Originally in American Thinker, August 24, 2010.
Former Clinton Labor Secretary Robert Reich is a progressive. On the Huffington Post, Reich — now a U.C. Berkeley public policy professor — proclaims that America’s middle class has been in “decline.” The professor writes that since the 1980s, “the economy has made the rich far richer without doing squat for the vast middle.”
Suggesting that the middle class has suffered over the last thirty years requires blindness to reality. Cato Institute’s Will Wilkinson describes how progressives get hung up on “economic inequality” and make “a tangle of conceptual errors and a mix of questionable moral assumptions.” Pointing out that purchasing power best measures prosperity, Wilkinson shows that even America’s poor have enjoyed increased consumption during Reich’s imaginary middle class decline.
Reich’s language — “the economy has made the rich far richer” [emphasis added] — is revealing. Dogmatists do tend to invoke mysterious constructs. As a species, progressives sport a style of reasoning which we can picture primitive humans having used millennia ago. Accusing the “economy” of enriching people is like Thag explaining to the clan that dinner will be fabulous tonight because the fire god took extra care with the mammoth meat.

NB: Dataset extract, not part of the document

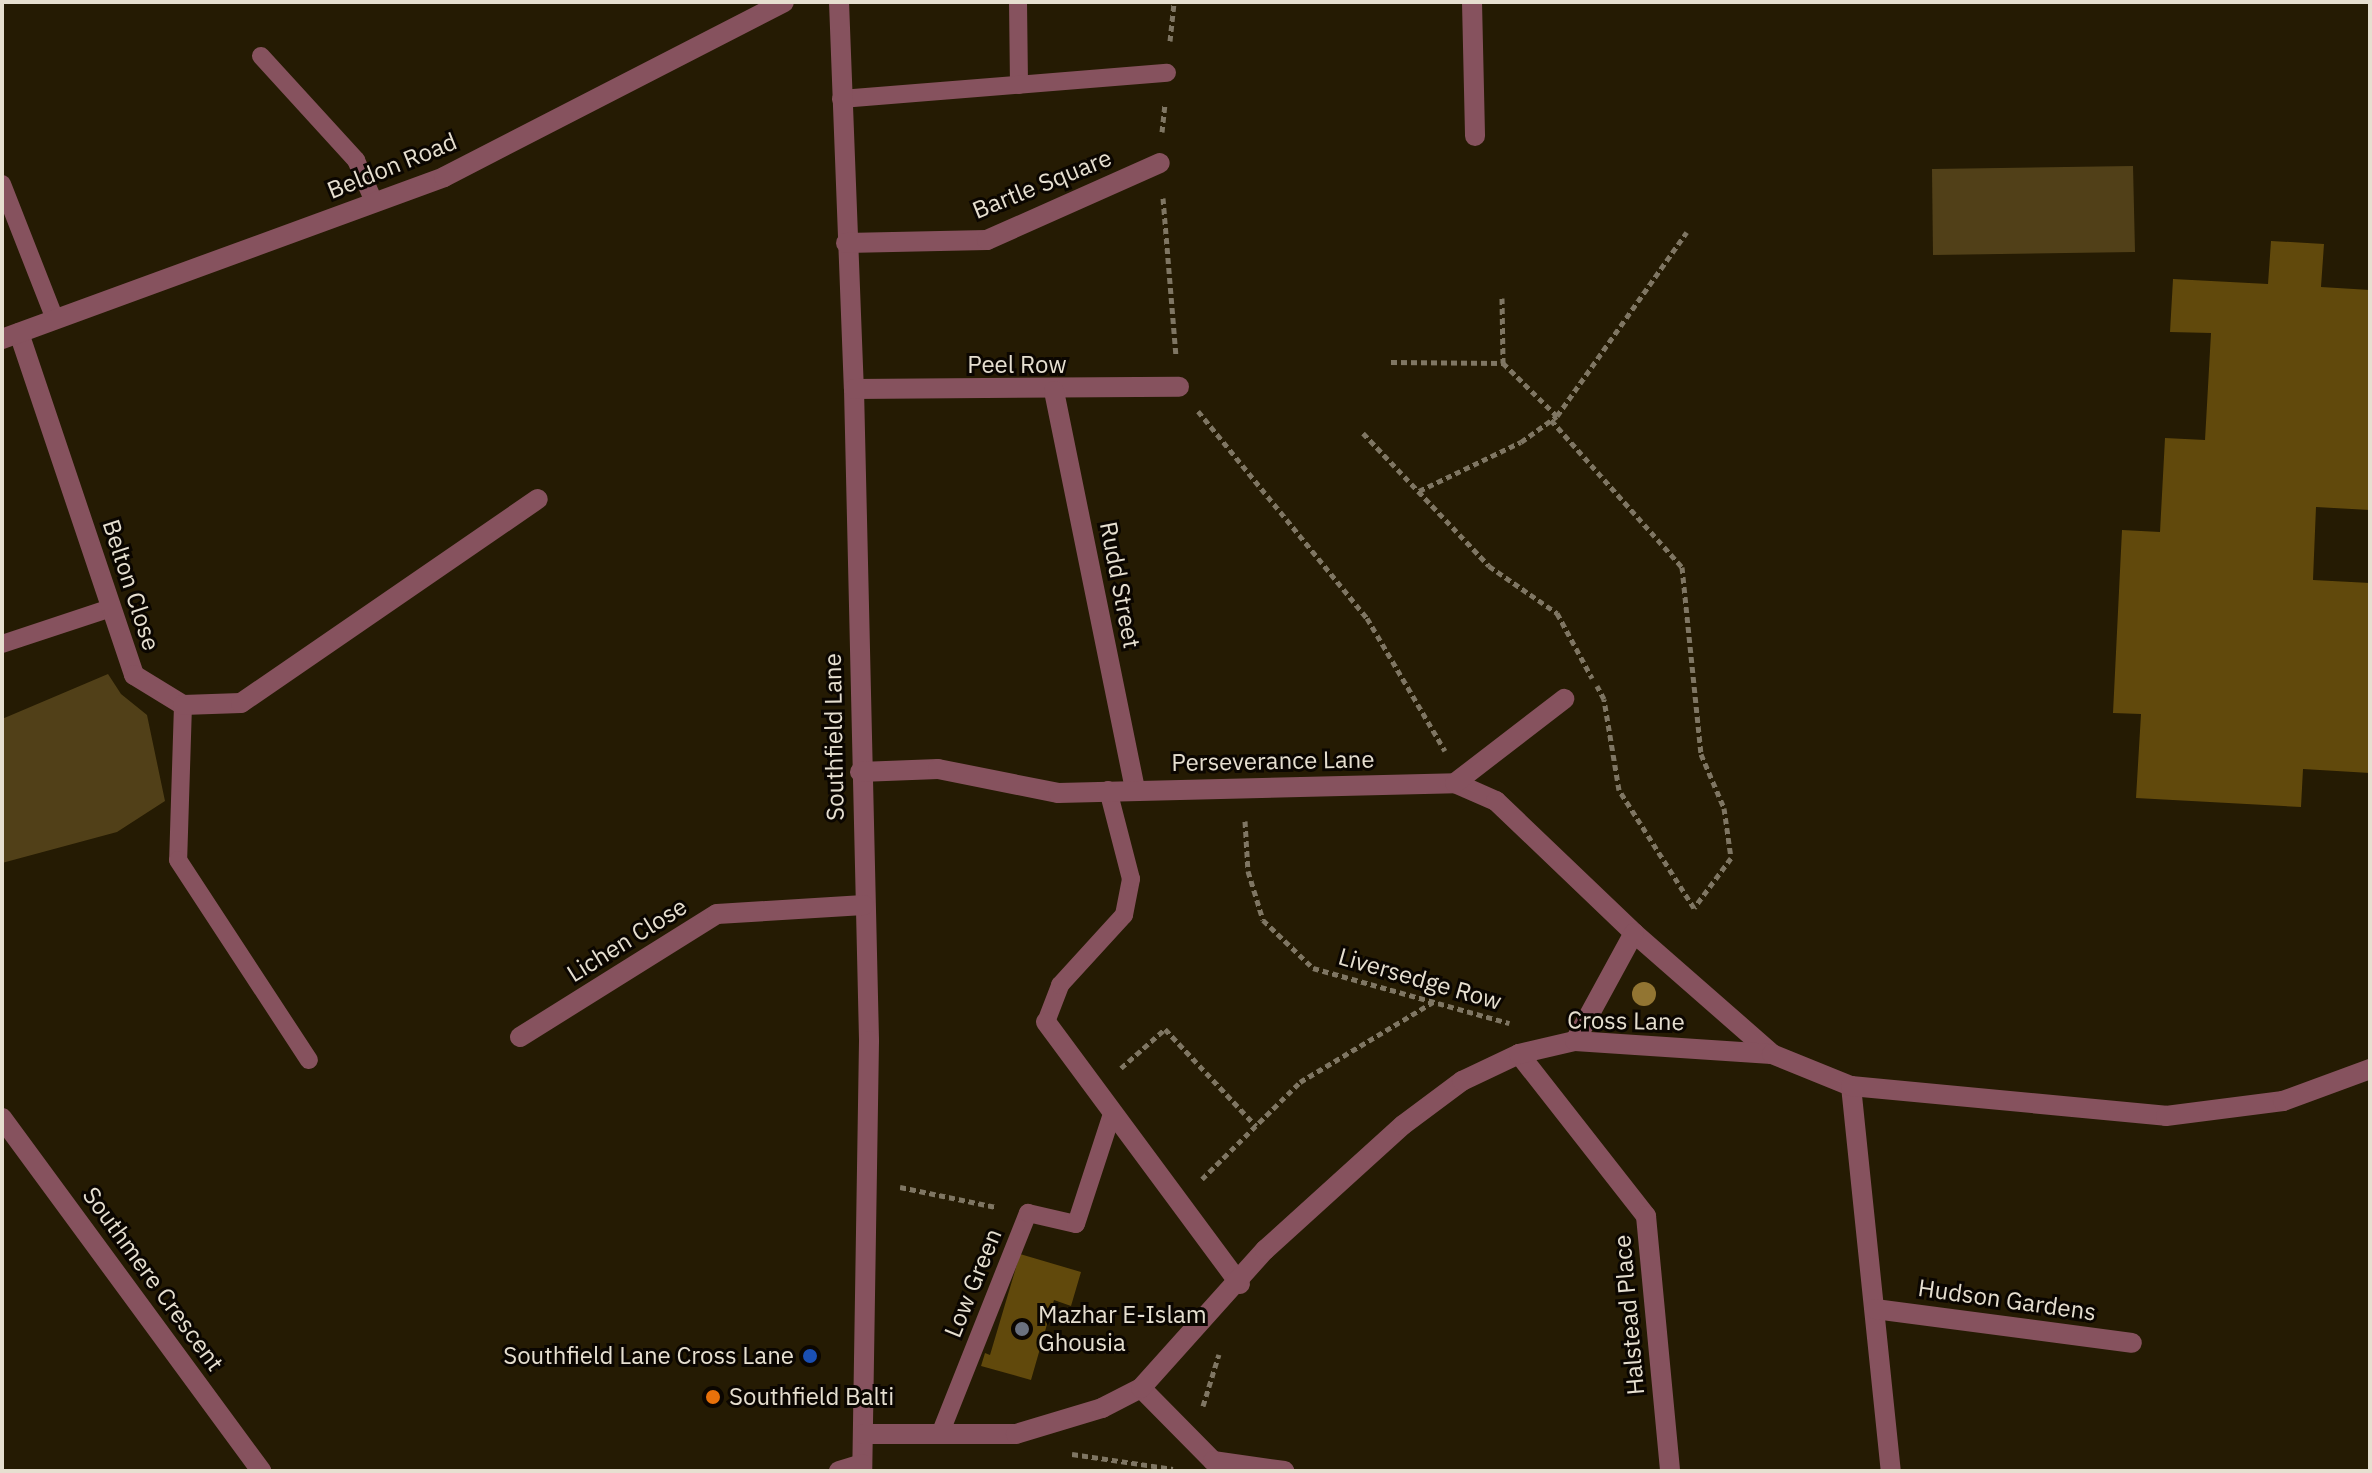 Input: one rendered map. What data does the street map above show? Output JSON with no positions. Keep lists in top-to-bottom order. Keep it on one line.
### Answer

Mysterious constructs are not needed for one to understand that wealth is earned mostly through hard work. On the flip-side, ideologues like Reich have difficulty accepting that most poor people are poor not as a result of trying and failing, but from surrendering to “help” that encourages failure. Progressives reject such truths and instead defer to dreamy possibilities. Fanciful what-ifs are essential to the narrative. Can’t be pessimistic all the time.
Yet drawing on a bleak worldview that sees wealth as a scarce resource to be allotted throughout the collective, Reich declares that “the rich have been getting a larger and larger portion of total income.” The language betrays a mentality incapable of noticing prosperity growth across the economic spectrum.
At one point in Reich’s sermon, the professor appears to recognize the corrupt manner in which America’s ruling class has been funneling wealth to already wealthy people. The factors include
…the systematic and ever cleverer manipulation of laws and rules by those able to pay lobbyists, legislators, lawyers, accountants to do their bidding. As income and wealth have risen to the top, so has the power to manipulate the system in order to acquire even more money and more influence.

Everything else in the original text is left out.